Validation tiers are configured per repo in the blueprint config (stored in DynamoDB during onboarding):

interface ValidationConfig {
tier1?: {
enabled: boolean; // default: true
commands?: string[]; // override auto-discovered commands
timeoutSeconds?: number; // default: 300
};
tier2?: {
enabled: boolean; // default: true
blockingSeverity: 'error' | 'warning'; // default: 'error'
customRules?: string[]; // repo-specific quality rules (from onboarding)
timeoutSeconds?: number; // default: 120
};
tier3?: {
enabled: boolean; // default: true
riskThresholdForHold?: 'high' | 'critical'; // default: 'critical' (future HITL integration)
timeoutSeconds?: number; // default: 120
};
maxFixCyclesPerTier?: number; // default: 2
}
  • Iteration 3c (initial): Tier 1 as orchestrator-driven post-agent step (upgrading from in-session prompt-based validation). Tier 2 and Tier 3 as LLM-based analysis steps. PR risk level labeling and validation report.
  • Iteration 5 (advanced): Tier 2 enhanced with per-repo learned rules from evaluation and memory feedback loops. Tier 3 enhanced with historical risk correlation (do repos with pattern X produce more rejected PRs?). Risk trending dashboards in the control panel.
  • MVP — No automated evaluation pipeline. Operators and users inspect task status, PRs, and CloudWatch logs. Improvement is manual.
  • Iteration 3b — Agent self-feedback after each task. Prompt versioning (store prompt hash with task records). These are lightweight and provide immediate value.
  • Iteration 3c — Tiered validation pipeline (Tier 1: tool validation, Tier 2: code quality analysis, Tier 3: risk/blast radius analysis). PR risk level computation and labeling. Validation report posted to PRs. Risk level persisted in task records for trending.
  • Iteration 3d — Review feedback memory loop. PR outcome tracking. Basic evaluation pipeline: failure categorization, memory effectiveness metrics (first-review merge rate, revision cycles, repeated mistakes). Requires new webhook infrastructure.
  • Iteration 5 — Advanced evaluation: ML-based or LLM-based trace analysis (not just rules), A/B prompt comparison framework, automated feedback into prompt templates. Tier 2 enhanced with learned rules from memory. Tier 3 enhanced with historical risk correlation. Risk trending dashboards. AgentCore has a built-in Evaluations service; the platform should evaluate whether it meets these needs before building custom tooling.
  • Ingest task lifecycle and, when available, agent traces and logs.
  • Support at least: failure categorization, simple success/failure and timeout metrics.
  • Write evaluation-derived insights or labels into memory (or a dedicated store) for retrieval during context hydration.
  • Capture agent self-feedback at end of each task and persist as searchable insights.
  • Track prompt versions per task and support correlation between prompt changes and outcome metrics.
  • Optionally drive prompt or template updates from evaluation results (e.g. per-repo or global rules).

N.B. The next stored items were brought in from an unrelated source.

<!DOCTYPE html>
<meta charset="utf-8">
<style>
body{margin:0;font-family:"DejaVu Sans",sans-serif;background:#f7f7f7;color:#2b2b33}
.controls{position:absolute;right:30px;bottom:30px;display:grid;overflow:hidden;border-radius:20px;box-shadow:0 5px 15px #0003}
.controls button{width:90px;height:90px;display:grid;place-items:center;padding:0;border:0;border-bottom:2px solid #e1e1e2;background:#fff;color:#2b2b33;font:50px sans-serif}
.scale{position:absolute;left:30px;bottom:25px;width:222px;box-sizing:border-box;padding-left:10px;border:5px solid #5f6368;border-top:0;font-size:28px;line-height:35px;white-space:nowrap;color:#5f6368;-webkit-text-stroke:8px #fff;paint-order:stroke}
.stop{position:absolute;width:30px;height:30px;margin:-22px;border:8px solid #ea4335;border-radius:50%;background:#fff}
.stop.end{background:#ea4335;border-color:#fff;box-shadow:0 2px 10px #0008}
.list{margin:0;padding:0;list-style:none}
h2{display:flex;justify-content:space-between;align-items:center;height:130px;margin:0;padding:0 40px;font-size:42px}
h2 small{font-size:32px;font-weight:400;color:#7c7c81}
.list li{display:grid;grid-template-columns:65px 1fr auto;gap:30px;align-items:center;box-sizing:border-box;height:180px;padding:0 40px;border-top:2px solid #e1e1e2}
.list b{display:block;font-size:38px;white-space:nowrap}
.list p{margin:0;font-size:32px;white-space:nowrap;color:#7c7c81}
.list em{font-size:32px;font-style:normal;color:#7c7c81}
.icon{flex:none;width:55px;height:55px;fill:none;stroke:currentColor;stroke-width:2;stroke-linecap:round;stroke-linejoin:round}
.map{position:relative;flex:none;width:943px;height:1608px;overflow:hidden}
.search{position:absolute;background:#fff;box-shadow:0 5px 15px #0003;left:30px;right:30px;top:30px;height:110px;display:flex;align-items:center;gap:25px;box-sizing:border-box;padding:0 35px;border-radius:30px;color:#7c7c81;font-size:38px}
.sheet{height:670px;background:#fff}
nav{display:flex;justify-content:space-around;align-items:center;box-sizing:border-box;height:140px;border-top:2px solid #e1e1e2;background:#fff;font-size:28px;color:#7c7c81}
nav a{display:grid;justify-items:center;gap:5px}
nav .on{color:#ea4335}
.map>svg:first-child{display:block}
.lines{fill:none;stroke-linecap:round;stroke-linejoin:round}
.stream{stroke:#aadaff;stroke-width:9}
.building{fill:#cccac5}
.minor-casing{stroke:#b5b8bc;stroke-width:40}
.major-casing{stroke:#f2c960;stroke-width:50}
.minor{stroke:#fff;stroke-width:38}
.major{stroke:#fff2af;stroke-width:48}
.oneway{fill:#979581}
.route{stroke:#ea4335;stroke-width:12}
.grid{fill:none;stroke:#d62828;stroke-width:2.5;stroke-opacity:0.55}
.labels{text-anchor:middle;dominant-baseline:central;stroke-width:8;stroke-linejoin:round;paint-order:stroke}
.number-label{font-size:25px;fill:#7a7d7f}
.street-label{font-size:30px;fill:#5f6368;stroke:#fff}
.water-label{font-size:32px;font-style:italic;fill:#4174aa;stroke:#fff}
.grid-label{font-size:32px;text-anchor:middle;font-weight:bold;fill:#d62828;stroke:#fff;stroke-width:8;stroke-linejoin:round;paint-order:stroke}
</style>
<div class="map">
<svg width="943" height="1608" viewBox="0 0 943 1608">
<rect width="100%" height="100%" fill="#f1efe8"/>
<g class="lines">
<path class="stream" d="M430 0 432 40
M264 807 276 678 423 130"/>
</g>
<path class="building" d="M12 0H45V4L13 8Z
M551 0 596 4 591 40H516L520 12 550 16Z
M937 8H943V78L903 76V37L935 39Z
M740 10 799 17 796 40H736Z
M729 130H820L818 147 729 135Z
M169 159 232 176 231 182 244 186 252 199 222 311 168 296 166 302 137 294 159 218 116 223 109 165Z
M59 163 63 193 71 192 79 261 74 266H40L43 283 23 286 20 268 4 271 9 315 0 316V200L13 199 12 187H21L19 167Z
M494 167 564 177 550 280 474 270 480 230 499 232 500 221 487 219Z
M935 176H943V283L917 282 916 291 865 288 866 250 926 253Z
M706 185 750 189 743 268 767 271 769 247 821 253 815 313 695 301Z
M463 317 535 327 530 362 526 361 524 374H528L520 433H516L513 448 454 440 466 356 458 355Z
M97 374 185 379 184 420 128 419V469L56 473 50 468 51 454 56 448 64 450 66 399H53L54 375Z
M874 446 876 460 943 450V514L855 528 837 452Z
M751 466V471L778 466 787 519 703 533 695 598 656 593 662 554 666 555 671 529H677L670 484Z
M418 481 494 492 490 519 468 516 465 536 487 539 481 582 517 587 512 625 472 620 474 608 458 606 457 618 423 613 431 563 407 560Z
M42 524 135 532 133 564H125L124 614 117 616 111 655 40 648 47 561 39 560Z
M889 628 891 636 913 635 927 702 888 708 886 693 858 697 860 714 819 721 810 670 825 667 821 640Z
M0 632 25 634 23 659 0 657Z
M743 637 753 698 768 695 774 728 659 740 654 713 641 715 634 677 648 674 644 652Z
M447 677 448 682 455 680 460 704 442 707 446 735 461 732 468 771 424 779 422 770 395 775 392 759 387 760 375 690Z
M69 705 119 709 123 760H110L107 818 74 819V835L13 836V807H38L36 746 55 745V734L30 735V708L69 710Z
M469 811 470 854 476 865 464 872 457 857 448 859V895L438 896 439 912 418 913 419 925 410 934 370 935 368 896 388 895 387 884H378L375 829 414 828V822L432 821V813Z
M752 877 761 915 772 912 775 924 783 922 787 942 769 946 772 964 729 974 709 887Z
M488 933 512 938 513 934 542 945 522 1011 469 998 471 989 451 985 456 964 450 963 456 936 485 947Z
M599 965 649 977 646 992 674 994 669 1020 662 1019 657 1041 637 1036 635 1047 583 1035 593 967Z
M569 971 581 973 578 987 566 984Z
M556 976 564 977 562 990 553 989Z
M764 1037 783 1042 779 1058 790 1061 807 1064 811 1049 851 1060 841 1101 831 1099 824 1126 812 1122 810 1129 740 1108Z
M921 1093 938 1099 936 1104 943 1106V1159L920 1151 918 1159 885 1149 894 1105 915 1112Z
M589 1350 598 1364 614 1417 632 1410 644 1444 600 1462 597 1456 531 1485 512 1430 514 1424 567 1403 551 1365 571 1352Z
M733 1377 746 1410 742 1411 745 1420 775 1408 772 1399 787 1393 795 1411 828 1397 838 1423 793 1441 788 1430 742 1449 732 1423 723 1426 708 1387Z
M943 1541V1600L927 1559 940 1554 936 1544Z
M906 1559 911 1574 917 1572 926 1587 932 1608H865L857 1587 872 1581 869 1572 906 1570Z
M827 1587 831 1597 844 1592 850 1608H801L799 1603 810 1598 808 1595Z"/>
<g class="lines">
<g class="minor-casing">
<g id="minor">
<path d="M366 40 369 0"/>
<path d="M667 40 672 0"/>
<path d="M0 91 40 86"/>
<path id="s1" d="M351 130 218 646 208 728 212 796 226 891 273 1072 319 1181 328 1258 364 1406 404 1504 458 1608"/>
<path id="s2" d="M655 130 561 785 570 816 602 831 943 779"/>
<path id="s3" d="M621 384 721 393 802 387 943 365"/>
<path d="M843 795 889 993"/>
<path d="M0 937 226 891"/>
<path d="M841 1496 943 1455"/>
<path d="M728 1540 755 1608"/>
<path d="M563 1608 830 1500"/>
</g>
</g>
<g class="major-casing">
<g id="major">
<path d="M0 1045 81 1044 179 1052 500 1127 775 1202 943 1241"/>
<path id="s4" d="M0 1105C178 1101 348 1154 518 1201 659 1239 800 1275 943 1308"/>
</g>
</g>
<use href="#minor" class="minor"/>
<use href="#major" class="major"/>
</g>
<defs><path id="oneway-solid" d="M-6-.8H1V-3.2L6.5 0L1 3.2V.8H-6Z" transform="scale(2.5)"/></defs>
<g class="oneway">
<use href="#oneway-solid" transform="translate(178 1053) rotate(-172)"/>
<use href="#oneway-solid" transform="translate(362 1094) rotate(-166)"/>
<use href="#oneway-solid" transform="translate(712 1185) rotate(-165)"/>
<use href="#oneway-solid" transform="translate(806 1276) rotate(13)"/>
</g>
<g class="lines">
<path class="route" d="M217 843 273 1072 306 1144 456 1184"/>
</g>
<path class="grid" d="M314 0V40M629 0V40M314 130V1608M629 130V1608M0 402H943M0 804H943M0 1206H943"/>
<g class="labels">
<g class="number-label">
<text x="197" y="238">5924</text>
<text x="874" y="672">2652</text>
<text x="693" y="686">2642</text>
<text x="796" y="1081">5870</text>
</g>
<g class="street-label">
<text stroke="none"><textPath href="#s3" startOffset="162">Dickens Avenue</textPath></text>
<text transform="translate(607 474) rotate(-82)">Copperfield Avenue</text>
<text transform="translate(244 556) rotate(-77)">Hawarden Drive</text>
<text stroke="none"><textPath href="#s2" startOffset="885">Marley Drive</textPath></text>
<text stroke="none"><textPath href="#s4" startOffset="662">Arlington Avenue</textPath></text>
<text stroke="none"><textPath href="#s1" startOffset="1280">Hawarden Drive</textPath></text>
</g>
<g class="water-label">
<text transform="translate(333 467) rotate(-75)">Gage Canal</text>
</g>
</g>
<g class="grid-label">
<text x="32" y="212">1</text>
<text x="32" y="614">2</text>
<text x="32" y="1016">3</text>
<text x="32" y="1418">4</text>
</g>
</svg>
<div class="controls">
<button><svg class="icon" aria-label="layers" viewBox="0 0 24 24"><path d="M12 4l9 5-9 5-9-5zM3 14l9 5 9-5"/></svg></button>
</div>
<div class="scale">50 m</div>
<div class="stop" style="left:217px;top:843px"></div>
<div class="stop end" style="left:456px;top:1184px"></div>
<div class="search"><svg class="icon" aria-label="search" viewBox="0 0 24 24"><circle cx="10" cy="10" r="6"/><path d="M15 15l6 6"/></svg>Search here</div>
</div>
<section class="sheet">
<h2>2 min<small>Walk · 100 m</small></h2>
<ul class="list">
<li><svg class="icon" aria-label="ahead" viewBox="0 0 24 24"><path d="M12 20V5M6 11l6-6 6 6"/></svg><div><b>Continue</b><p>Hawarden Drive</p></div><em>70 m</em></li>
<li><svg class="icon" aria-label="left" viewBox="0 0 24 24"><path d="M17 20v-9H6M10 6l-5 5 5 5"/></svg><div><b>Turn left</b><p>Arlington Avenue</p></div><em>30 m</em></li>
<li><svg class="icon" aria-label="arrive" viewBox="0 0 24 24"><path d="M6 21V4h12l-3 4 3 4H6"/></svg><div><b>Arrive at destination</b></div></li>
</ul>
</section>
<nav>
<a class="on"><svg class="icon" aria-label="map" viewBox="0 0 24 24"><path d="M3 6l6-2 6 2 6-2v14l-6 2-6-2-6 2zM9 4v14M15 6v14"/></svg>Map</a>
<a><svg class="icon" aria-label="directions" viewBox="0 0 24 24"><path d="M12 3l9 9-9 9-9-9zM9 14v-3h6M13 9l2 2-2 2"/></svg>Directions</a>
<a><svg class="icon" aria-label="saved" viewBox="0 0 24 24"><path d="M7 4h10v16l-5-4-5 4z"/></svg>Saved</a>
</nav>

  • Integrate with observability (same data sources, shared dashboards or alarms).
  • Run tiered validation (tool, code quality, risk/blast radius) as post-agent steps and persist results.
  • Compute and persist PR risk level (low / medium / high / critical) in the task record.
  • Post structured validation reports to PRs (comment or Check Run) summarizing all three tiers.
  • Track risk level distribution over time per repo, user, and prompt version for trending and correlation.